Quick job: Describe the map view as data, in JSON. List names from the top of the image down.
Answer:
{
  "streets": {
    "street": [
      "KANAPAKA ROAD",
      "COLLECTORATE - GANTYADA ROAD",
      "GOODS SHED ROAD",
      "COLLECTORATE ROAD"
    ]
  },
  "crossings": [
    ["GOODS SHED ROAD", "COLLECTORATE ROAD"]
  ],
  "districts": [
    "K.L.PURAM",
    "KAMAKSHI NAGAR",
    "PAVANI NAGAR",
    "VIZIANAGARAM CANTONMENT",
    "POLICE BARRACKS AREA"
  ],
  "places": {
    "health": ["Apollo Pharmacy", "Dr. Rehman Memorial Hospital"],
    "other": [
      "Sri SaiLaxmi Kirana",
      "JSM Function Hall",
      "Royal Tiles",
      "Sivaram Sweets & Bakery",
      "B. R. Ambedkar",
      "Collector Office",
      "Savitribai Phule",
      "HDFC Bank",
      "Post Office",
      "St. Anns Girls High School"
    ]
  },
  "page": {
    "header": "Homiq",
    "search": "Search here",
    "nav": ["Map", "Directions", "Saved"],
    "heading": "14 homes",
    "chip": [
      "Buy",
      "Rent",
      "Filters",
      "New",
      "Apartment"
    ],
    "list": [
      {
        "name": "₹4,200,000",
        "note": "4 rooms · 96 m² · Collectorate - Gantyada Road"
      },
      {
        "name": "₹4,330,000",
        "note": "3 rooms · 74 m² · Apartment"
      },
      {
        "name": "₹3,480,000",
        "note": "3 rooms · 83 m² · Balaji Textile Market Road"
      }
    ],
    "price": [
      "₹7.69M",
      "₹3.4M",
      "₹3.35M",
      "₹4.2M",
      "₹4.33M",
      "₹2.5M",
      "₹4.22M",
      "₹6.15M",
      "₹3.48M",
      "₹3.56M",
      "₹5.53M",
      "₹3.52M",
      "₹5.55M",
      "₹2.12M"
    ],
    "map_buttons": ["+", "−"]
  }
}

____________

Reproduce the listing shown above in its entirety, exactly.

▸ **Response below**
Quick job: Describe the map view as data, in JSON. List names from the top of the image down.
Answer:
{
  "streets": {
    "street": [
      "KANAPAKA ROAD",
      "COLLECTORATE - GANTYADA ROAD",
      "GOODS SHED ROAD",
      "COLLECTORATE ROAD"
    ]
  },
  "crossings": [
    ["GOODS SHED ROAD", "COLLECTORATE ROAD"]
  ],
  "districts": [
    "K.L.PURAM",
    "KAMAKSHI NAGAR",
    "PAVANI NAGAR",
    "VIZIANAGARAM CANTONMENT",
    "POLICE BARRACKS AREA"
  ],
  "places": {
    "health": ["Apollo Pharmacy", "Dr. Rehman Memorial Hospital"],
    "other": [
      "Sri SaiLaxmi Kirana",
      "JSM Function Hall",
      "Royal Tiles",
      "Sivaram Sweets & Bakery",
      "B. R. Ambedkar",
      "Collector Office",
      "Savitribai Phule",
      "HDFC Bank",
      "Post Office",
      "St. Anns Girls High School"
    ]
  },
  "page": {
    "header": "Homiq",
    "search": "Search here",
    "nav": ["Map", "Directions", "Saved"],
    "heading": "14 homes",
    "chip": [
      "Buy",
      "Rent",
      "Filters",
      "New",
      "Apartment"
    ],
    "list": [
      {
        "name": "₹4,200,000",
        "note": "4 rooms · 96 m² · Collectorate - Gantyada Road"
      },
      {
        "name": "₹4,330,000",
        "note": "3 rooms · 74 m² · Apartment"
      },
      {
        "name": "₹3,480,000",
        "note": "3 rooms · 83 m² · Balaji Textile Market Road"
      }
    ],
    "price": [
      "₹7.69M",
      "₹3.4M",
      "₹3.35M",
      "₹4.2M",
      "₹4.33M",
      "₹2.5M",
      "₹4.22M",
      "₹6.15M",
      "₹3.48M",
      "₹3.56M",
      "₹5.53M",
      "₹3.52M",
      "₹5.55M",
      "₹2.12M"
    ],
    "map_buttons": ["+", "−"]
  }
}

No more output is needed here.